The hearing will put the spotlight on the conditions that prisoners are forced to endure while in the custody of the state.
When Lee entered prison that November, after being charged with fraud, counterfeiting and money laundering, he spent his first night in a crammed cell.
The cell, which under normal circumstances accommodates only 23 prisoners, was overflowing with between 40 and 60 men. Lee says his nightmare had started in earnest, and by 2003 he had contracted TB.
In his determination to prove that the conditions at Pollsmoor led to him contracting TB, Lee approached the courts.
Though the high court ruled in his favour, the Appeals Court said he could not prove that the prison was the source of his TB.
The conditions in our prisons are indisputably shocking. Those who have had the displeasure of spending time in them tell horrific stories.

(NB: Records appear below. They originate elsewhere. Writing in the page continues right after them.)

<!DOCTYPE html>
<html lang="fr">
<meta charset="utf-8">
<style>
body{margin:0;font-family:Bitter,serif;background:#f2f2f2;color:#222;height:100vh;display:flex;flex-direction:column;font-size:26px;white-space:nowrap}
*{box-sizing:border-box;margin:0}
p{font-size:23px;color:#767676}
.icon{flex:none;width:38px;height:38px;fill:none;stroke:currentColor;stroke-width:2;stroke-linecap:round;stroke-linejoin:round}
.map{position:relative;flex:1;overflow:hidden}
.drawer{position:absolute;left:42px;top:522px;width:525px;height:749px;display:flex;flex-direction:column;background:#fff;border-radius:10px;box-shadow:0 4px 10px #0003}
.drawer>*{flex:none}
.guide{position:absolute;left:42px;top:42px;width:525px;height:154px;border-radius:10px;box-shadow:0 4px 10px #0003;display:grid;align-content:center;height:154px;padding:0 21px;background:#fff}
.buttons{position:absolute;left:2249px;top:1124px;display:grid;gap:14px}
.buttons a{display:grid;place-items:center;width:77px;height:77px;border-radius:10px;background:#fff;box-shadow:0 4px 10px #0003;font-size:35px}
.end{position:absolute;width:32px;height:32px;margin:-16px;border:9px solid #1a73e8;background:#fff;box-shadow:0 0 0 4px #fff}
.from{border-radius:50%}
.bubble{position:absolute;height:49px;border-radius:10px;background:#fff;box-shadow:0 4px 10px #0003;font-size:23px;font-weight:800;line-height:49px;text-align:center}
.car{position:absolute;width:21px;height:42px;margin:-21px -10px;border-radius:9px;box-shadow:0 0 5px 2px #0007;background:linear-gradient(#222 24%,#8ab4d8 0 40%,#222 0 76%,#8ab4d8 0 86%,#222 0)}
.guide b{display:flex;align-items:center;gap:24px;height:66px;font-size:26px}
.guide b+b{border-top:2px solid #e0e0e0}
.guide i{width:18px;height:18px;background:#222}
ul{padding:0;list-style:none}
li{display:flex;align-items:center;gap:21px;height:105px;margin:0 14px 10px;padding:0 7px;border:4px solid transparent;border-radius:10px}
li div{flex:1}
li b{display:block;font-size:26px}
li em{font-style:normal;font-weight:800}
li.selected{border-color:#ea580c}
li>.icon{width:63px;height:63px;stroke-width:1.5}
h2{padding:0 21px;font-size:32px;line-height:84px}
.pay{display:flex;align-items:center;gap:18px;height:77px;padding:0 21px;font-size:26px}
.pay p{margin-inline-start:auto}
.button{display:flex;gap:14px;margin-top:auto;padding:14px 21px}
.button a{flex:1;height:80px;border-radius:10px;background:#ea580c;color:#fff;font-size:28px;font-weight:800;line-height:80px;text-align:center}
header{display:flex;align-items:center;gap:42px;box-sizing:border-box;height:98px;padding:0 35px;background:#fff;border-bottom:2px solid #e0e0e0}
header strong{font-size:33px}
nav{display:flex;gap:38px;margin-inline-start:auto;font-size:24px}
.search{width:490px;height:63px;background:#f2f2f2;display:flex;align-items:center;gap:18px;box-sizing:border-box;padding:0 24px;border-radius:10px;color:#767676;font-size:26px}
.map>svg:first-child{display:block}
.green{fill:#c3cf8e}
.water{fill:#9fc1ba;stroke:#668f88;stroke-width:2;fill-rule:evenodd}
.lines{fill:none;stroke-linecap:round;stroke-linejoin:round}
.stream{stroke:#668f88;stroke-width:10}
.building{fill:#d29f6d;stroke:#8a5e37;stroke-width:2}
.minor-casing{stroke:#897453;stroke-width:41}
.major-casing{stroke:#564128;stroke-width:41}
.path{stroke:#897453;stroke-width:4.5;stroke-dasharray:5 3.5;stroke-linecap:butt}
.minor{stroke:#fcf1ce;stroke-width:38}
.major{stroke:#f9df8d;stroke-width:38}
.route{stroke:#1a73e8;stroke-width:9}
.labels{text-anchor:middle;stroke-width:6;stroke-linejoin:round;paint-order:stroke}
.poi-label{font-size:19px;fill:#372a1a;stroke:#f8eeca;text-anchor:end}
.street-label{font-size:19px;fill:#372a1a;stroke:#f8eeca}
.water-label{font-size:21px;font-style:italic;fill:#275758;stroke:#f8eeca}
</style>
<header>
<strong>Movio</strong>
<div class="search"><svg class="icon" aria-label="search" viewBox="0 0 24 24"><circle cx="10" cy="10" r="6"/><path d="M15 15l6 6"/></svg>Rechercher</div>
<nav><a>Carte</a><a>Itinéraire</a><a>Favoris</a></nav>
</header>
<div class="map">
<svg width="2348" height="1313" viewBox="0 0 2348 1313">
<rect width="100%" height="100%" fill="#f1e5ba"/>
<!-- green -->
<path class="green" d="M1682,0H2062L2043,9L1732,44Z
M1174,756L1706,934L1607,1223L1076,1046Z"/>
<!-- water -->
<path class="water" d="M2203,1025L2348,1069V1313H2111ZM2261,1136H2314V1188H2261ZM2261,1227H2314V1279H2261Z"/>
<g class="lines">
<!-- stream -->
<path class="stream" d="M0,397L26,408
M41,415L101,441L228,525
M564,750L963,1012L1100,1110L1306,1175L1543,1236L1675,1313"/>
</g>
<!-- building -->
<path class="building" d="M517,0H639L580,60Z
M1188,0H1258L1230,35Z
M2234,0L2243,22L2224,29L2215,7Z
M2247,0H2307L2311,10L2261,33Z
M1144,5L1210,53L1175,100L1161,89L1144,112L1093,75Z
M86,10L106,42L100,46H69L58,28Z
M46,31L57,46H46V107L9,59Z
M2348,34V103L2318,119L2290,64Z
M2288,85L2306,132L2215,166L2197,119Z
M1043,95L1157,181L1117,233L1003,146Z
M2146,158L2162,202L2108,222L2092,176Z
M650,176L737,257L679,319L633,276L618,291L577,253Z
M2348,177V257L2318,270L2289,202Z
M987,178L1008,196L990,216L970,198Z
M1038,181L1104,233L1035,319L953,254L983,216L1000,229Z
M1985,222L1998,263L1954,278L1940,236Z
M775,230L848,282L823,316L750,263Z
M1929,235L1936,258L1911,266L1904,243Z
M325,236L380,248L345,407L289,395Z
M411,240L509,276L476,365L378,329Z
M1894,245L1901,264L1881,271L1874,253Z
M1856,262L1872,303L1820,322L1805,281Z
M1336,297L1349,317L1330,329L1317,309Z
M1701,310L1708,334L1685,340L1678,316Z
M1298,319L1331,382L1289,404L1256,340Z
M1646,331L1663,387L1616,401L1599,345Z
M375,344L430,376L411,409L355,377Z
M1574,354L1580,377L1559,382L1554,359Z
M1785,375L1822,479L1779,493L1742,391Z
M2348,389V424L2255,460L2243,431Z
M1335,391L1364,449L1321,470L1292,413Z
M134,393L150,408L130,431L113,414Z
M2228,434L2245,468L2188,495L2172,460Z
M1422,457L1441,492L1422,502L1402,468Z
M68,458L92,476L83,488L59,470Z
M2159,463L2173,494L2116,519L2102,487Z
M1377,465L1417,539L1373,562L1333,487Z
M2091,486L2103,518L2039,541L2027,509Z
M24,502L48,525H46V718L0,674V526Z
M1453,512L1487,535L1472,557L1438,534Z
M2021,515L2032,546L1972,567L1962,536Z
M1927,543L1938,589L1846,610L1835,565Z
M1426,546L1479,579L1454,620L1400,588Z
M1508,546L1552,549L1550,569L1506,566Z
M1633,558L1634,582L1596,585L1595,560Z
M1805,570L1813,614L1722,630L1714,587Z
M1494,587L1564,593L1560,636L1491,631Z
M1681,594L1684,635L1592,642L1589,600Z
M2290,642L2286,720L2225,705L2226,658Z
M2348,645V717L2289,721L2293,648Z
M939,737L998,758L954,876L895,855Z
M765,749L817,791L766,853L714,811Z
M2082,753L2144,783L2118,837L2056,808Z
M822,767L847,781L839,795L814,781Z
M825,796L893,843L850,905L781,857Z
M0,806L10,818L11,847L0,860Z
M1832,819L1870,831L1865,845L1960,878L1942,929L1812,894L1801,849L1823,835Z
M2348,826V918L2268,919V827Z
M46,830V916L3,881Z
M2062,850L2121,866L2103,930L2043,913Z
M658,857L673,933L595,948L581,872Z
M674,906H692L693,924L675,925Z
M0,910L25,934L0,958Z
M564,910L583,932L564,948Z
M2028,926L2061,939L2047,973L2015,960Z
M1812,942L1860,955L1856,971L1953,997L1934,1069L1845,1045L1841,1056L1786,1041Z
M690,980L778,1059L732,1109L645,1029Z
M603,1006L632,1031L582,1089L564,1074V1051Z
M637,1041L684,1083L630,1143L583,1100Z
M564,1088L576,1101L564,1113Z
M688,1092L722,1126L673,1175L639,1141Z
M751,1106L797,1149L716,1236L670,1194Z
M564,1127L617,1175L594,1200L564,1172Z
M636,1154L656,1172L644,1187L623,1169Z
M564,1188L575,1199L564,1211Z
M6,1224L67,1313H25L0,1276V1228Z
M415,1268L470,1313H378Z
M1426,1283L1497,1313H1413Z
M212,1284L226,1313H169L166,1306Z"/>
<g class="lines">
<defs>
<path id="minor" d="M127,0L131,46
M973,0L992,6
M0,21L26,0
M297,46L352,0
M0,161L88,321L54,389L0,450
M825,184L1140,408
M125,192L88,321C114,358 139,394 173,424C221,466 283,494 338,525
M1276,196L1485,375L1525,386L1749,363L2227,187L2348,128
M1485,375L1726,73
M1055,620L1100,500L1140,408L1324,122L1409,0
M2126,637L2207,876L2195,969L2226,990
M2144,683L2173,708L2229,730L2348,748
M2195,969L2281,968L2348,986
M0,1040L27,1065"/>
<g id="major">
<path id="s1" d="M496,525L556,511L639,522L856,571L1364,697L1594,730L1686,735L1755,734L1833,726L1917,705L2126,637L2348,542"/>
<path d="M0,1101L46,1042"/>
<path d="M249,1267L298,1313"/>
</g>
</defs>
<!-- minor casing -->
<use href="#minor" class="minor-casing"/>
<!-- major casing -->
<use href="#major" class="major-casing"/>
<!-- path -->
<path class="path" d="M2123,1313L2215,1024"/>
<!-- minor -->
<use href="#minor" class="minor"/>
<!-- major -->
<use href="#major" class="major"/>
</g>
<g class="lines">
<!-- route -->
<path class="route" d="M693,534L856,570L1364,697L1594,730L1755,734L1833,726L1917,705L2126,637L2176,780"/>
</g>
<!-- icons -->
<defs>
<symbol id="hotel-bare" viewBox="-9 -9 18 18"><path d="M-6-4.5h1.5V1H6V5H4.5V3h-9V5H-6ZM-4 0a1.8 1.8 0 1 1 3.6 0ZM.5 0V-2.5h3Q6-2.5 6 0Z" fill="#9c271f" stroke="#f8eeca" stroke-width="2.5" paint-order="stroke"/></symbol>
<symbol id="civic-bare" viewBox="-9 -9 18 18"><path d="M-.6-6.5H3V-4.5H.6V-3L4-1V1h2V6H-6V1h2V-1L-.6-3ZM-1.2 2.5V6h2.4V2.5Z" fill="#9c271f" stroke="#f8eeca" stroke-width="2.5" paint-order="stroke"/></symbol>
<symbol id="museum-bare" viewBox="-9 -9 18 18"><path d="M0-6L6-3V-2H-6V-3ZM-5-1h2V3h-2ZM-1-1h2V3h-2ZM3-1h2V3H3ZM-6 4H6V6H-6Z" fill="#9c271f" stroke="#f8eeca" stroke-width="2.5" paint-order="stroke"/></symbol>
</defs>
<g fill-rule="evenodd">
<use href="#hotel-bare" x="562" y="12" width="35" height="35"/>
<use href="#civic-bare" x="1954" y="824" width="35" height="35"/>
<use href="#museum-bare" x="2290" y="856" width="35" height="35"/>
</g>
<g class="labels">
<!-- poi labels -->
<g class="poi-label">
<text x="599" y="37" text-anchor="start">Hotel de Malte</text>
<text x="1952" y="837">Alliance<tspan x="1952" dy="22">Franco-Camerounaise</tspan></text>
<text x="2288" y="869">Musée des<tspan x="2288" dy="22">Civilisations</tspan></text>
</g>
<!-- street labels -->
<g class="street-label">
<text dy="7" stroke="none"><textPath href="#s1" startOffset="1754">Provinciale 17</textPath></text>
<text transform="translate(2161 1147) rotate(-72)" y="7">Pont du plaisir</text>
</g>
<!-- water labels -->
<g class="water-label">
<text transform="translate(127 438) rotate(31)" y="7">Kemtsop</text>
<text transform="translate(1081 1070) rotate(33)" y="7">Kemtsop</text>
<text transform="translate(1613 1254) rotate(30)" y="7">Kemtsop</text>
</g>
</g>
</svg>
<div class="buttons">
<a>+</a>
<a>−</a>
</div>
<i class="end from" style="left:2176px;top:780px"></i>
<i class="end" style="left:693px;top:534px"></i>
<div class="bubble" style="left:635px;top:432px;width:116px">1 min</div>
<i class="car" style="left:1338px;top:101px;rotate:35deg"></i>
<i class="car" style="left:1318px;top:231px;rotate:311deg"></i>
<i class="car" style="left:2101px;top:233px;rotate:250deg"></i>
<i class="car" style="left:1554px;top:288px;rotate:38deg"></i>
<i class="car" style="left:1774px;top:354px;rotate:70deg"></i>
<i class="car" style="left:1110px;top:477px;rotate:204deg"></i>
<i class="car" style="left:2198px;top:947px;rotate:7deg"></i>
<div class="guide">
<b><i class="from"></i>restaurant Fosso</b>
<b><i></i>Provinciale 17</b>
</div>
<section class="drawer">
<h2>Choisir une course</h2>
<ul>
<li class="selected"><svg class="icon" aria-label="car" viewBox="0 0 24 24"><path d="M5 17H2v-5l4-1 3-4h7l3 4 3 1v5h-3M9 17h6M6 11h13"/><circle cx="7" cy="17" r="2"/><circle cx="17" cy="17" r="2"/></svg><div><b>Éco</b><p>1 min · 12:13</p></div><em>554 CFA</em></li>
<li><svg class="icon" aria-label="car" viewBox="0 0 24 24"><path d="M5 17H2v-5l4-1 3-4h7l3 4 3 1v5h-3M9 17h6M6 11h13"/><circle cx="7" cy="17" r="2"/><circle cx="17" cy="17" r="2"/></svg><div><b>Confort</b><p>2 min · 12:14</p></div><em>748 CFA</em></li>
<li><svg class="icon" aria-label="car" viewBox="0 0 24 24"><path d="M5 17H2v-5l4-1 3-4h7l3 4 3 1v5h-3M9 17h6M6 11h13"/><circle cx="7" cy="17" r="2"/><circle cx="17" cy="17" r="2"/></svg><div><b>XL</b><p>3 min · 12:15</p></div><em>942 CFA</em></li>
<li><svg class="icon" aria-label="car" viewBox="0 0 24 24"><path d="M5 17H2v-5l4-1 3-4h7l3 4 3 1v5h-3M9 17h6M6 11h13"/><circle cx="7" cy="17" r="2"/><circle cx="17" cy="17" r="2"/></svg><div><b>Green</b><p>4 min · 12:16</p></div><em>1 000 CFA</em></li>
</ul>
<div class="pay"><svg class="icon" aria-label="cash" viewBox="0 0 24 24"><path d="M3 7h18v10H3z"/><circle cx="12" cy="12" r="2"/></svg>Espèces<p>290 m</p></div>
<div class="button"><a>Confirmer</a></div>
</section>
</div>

They say overcrowding, drugs , sexual abuse and systematic violation of human rights by prison gangs - in cahoots with warders - is the order of the day.
They say that those who walk out of prison healthy are the lucky ones - thousands just suffer in silence.
The treatment we mete out to our prisoners overshadows our human rights record.
Countless reports on prison conditions have been submitted to the government but it seems nothing of substance has been done.
Our prisons should not be places where people go to die.
Our constitution protects all, including those who have been on the wrong side of the law.